Yesterday’s Supreme Court of the U.S. (SCOTUS) decision in Louisiana v. Callais is a devastating blow to voting rights and fair representation.
Redistricting is not abstract. It shapes whether immigrant families, limited-English-proficient voters, low-income communities, and historically excluded neighborhoods have a voice in city halls, school boards, county government, and Congress. While the Court did not formally strike down the essential Section 2 of the Voting Rights Act, it severely weakened one of the most important tools AAPI and other communities of color have used to challenge maps that dilute their voting power.
For more than forty years, Section 2 has helped ensure that AAPI communities and other communities of color have a meaningful opportunity to participate in the political process and elect representatives of their choice. SCOTUS’ decision makes that protection much harder to enforce. It allows states and local governments to defend harmful maps by pointing to partisan goals, even when the practical result is that AAPI communities and all communities of color lose political power.
This decision has profound consequences for AAPI communities which include some of the most underserved and linguistically and culturally isolated. For decades, AJSOCAL has worked alongside AAPI community organizations, local leaders, and community members to protect our communities’ political voice and ensure we are seen, heard, and fairly represented in the redistricting process. In California, that work has included community education, coalition-building, testimony, and map proposals rooted in the lived experiences and priorities of our communities. The communities most vulnerable to vote dilution are the ones AJSOCAL serves every day: limited-English-proficient, low-income, immigrant families whose political voice depended on the protections this Court has now hollowed out. When communities are split apart or packed into districts in ways that weaken their collective voice, the harm is immediate and long-lasting.
The impact will be felt most deeply at the local level. City councils, school boards, county commissions, and other local bodies make decisions that directly shape people’s daily lives, from housing and language access to public safety, education, and community resources. AAPI communities in places like the San Gabriel Valley and Orange County have fought hard to build political voice in these spaces. Today’s decision puts those gains at risk.
This is also a coalition issue. AJSOCAL’s redistricting work has always been grounded in partnership with Black, Latino, LGBTQ+, environmental communities, and other historically disenfranchised communities. The gains in California to build political power and fair representation for AAPIs were won because our advocacy was rooted in the understanding that our communities are strongest when we work in coalition with other communities to protect shared political power.

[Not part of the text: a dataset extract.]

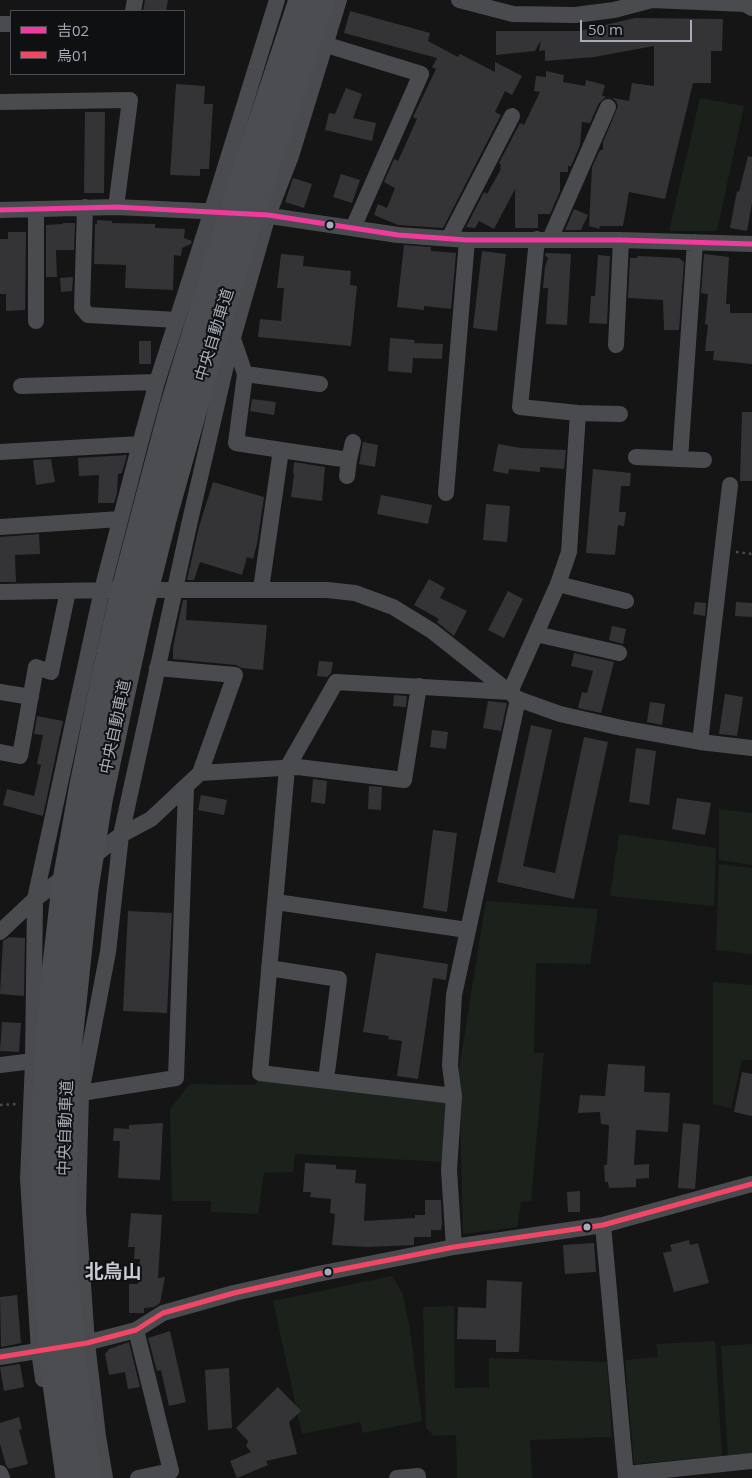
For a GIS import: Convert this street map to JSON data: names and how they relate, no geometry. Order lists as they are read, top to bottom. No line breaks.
{"streets":{"highway":["中央自動車道"]},"districts":["北烏山"],"lines":["transit line 吉02","transit line 烏01"],"legend":["吉02","烏01"],"scale_bar":"50 m"}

AJSOCAL will continue to stand with AAPI communities and other communities of color. We will work with our national affiliates, coalition partners, and local leaders to assess the full impact of this decision and to advance state-level strategies that protect fair representation. We will continue supporting independent redistricting, community education, nonpartisan voter protection, language access, and meaningful community participation whenever district lines are drawn. The Court may have weakened critical federal protection, but it has not weakened our commitment. AJSOCAL will continue fighting to ensure that AAPI communities and all communities of color have a fair and meaningful voice in our democracy.